When updating the user interface, you need to make calls to and from MainActor. Since the main thread is unrelated to threads in the partner thread pool, this requires a context switch. Let’s take a look at the performance impact of this with a code example. Consider the following code, where we have a function updateArticles on MainActor that loads articles from the database and updates the UI for each article.

Each iteration of the loop requires at least two context switches: one from MainActor to database Actor and one back. Let’s take a look at the CPU usage for such a loop.

Because each iteration of the loop requires two context switches, a repeating pattern occurs, with two threads running in quick succession. This may be true if the number of iterations of the loop is small and each iteration is doing a lot of work.

However, the overhead of switching threads can start to increase if the MainActor is frequently bounced around during execution. If your application spends a lot of time on context switching, you should reorganize your code so that MainActor works in batches.
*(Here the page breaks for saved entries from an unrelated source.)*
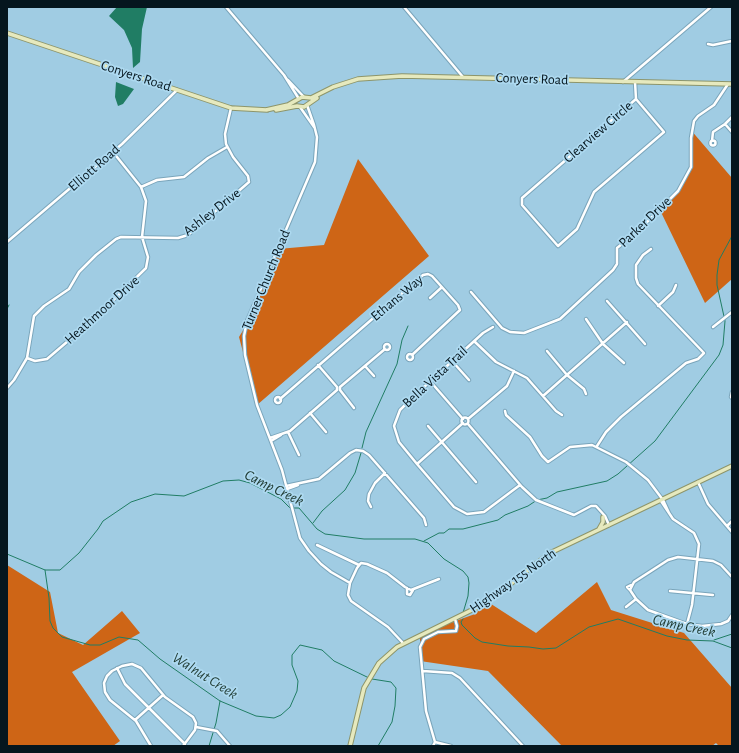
<!DOCTYPE html>
<html>
<head>
<meta charset="utf-8">
<style>
	body { margin:0 }
	#map { position:relative; width:739px; height:753px; overflow:hidden; background:#a0cce3; font-family:"Alegreya Sans",sans-serif }
	canvas { display:block }
	.frame { position:absolute; inset:0; border:8px solid #05161e; pointer-events:none }
</style>
</head>
<body>
<div id="map">
<canvas width="739" height="753"></canvas>
<div class="frame"></div>
</div>
<script>
const ctx = document.querySelector('canvas').getContext('2d');
ctx.lineJoin = 'round';
function fill(path, color) { ctx.fillStyle = color; ctx.fill(path, 'evenodd'); }
const shape = rows => new Path2D(rows.map(r => 'M' + r).join(''));
function trace(path, color, width, dash) { ctx.strokeStyle = color; ctx.lineWidth = width; ctx.lineCap = dash ? 'butt' : 'round'; ctx.setLineDash(dash || []); ctx.stroke(path); }
function drawText(font, color, halo, rows, align = 'center') {
  ctx.font = font + ' "Alegreya Sans",sans-serif'; ctx.lineWidth = 3.5; ctx.setLineDash([]); ctx.textBaseline = 'middle'; ctx.strokeStyle = halo; ctx.fillStyle = color; for (const [text, x, y, turn = 0] of rows) {
    ctx.save(); ctx.translate(x, y); ctx.rotate((+turn || 0) * Math.PI / 180); ctx.textAlign = isNaN(turn) ? turn : align; if (halo) ctx.strokeText(text, 0, 0); ctx.fillText(text, 0, 0); ctx.restore();
  }
}
fill(shape([
	[690,129,732,178,732,279,705,303,659,208,678,190,690,172,692,152],
	[358,159,429,256,257,405,239,337,250,319,278,249,324,245],
	[7,565,50,592,58,633,83,645,122,611,140,633,72,672,120,741,113,746,7,746],
	[597,582,611,610,684,633,732,688,732,746,719,746,716,743,712,746,562,746,488,671,420,661,420,637,428,631,475,614,488,602,536,633]
]), '#ce6516');
fill(shape([
	[117,7,147,7,142,29,140,62,133,68,132,48,124,30,109,16],
	[116,82,134,89,123,104,118,106,115,97]
]), '#207d64');
trace(shape([
	[7,309,9,305],
	[362,448,366,432,397,364,402,340,408,326],
	[293,508,299,508,317,529,325,534,364,539,415,539,428,543,444,559,463,571,468,577,469,583,468,596,463,613],
	[313,523,322,511,345,490,355,473,361,453],
	[424,541,439,533,444,533,449,529,463,529,498,520,505,515,528,506,537,500,547,498,557,492,607,481,618,474,655,441,719,355,723,345,725,321,717,285,717,275,719,260,732,236],
	[7,554,45,570,60,570,79,553,98,529,103,521,131,502,155,494,184,496,223,481,239,480,250,483,281,499,290,508],
	[45,570,49,598,50,621,53,628,62,637,90,645,100,645,119,637,138,640,160,659,220,701,256,716,274,718,281,715,290,707,297,691,298,681,292,665,292,655,300,645,322,650,334,661,369,678],
	[463,619,461,622,462,625,475,638,482,642,508,646,529,647,543,649,556,648,589,627,618,619,667,636,687,640,713,641,732,648],
	[714,640,732,634],
	[372,679,391,682,396,688,395,706,392,722,378,746],
	[209,746,216,723,220,701]
]), '#207d64', 1);
const minor = shape([
	[226,7,284,75,299,99],
	[404,7,463,77],
	[708,44,713,45,732,41],
	[288,80,304,97],
	[623,82,711,7],
	[635,82,636,99],
	[636,99,664,132,594,192,577,229,558,246,522,205,522,198,636,99],
	[307,105,314,125,317,137,315,162,247,321,244,336,245,355,257,405,282,470,300,538,309,551,321,564,331,572,350,583,348,595,351,601,388,627,403,643],
	[300,107,314,127],
	[725,124,732,132],
	'710.5 143a2.5 2.5 0 1 1 5 0a2.5 2.5 0 1 1-5 0Z',
	[712,141,713,132,725,124,732,117],
	[141,187,157,180,184,177,208,158,227,147],
	[7,242,122,144,177,90],
	[471,292,502,328,510,332,524,333,560,319,613,270,617,264,617,248,638,231,678,191,691,167,691,138,694,121,698,116,714,105,728,84],
	[430,298,442,287],
	[607,301,645,344],
	[658,306,673,292,676,285],
	[586,319,603,344,624,363],
	[493,327,483,333,412,398,400,410,394,426,399,442,417,464,454,507,467,514,484,512,520,485],
	[713,327,732,312],
	[474,341,496,362,527,378,556,411,562,415],
	'384 347a3 3 0 1 1 6 0a3 3 0 1 1-6 0Z',
	[547,351,567,375,584,389,586,394],
	'407 357a3 3 0 1 1 6 0a3 3 0 1 1-6 0Z',
	[27,358,35,361,47,359,95,318,146,268,148,257,142,237,146,201,141,187,113,152],
	[452,361,469,380],
	[318,365,337,387,337,390],
	[365,366,374,376],
	[430,381,463,419],
	[340,387,385,349],
	[340,387,340,390,354,408],
	[7,388,14,380,27,358,34,316,44,306,69,289,79,272,96,255,116,239,121,237,178,238,188,235,249,182,248,176,233,157,226,144,225,134,231,108],
	[732,392,731,397,732,398],
	[543,396,627,322],
	'275 400a3 3 0 1 1 6 0a3 3 0 1 1-6 0Z',
	[280,399,423,275,428,274,432,276,458,305,460,310,412,355],
	[505,411,506,415,530,437,542,456,548,462,570,447,592,445,626,462,648,480,663,500,669,513],
	[310,413,326,432],
	'461.5 421a3.5 3.5 0 1 1 7 0a3.5 3.5 0 1 1-7 0Z',
	[468,419,507,386,514,371],
	[468,424,522,487,536,500,574,515,591,506,596,506,605,516,609,525],
	[428,426,476,482],
	[288,432,299,455],
	[270,438,290,431,337,390],
	[271,441,281,435],
	[597,446,606,432,621,417,686,363,698,359,704,353,638,284,636,278,636,265,643,255,651,249],
	[417,464,463,423],
	[698,482,708,504,732,532],
	[286,486,319,479,350,453,356,450,363,451,369,455,424,518,426,525],
	[287,489,298,485],
	[661,501,673,519,694,533,699,544,692,605,687,624],
	[371,507,368,501,369,494,375,483,385,473],
	[727,526,732,521],
	[317,545,359,565],
	[732,577,721,565,713,561,678,557,668,560,634,582,630,590,636,599,648,610,687,624,702,626,721,624,728,621,732,615],
	[350,583,357,568,361,563,367,564,387,573,405,587,411,590,439,579],
	[407,588,407,594,410,595,413,590],
	[630,590,627,587,631,585],
	[670,591,713,595],
	[626,607,636,599],
	[117,668,125,684,185,744],
	[423,671,452,673,460,678,523,746],
	[135,720,163,695],
	[196,727,217,731,230,746],
	[435,742,451,746],
	[151,746,136,721,110,700,105,692,104,683,107,676,112,671,122,666,132,664,141,668,165,697,193,717,196,723,195,730,183,746],
	[433,746,435,742,426,711,420,647,424,639,438,632,456,631,457,626,455,619]
]);
const major = shape([
	[7,33,231,108,267,110],
	[266,110,288,105,302,97,311,98,333,87,358,79,402,76,732,84],
	[276,110,297,106,304,107,317,98],
	[599,529,603,522,603,517],
	[350,746,364,688,379,663,397,647,486,603,550,553,732,466]
]);
trace(minor, '#7aa5bb', 4.5);
trace(major, '#8d956a', 5.5);
trace(minor, '#fff', 2.5);
trace(major, '#e6e9be', 3.5);
drawText('14px', '#05161e', '#add9f0', [
	["Conyers Road",136,76,18],
	["Conyers Road",532,79,2],
	["Clearview Circle",598,132,-41],
	["Elliott Road",94,168,-41],
	["Ashley Drive",212,212,-38],
	["Parker Drive",645,222,-44],
	["Turner Church Road",266,280,-68],
	["Ethans Way",397,298,-40],
	["Heathmoor Drive",102,310,-42],
	["Bella Vista Trail",435,377,-43],
	["Highway 155 North",513,581,-35]
]);
drawText('italic 15px', '#1e3930', '#add9f0', [
	["Camp Creek",274,488,26],
	["Camp Creek",684,626,12],
	["Walnut Creek",205,676,32]
]);
</script>
</body>
</html>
You can do this in batches by pushing loops into loadArticles and updateUI method calls and making sure they process arrays instead of one value at a time. Batch work reduces the number of context switches. While jumping between actors on a cooperative thread pool is quick, you still need to be aware of jumping to and from MainActor when writing your application.

conclusion

Looking back, in this talk you’ve seen how we tried to make the system as efficient as possible, from the design of cooperative thread pools — non-blocking wait mechanisms — to how actors were implemented. At each step, we are using some aspect of the runtime contract to improve the performance of your application. We’re excited to see how you can use these incredible new language features to write clear, efficient, and enjoyable Swift code. Thanks for watching and have a great WWDC.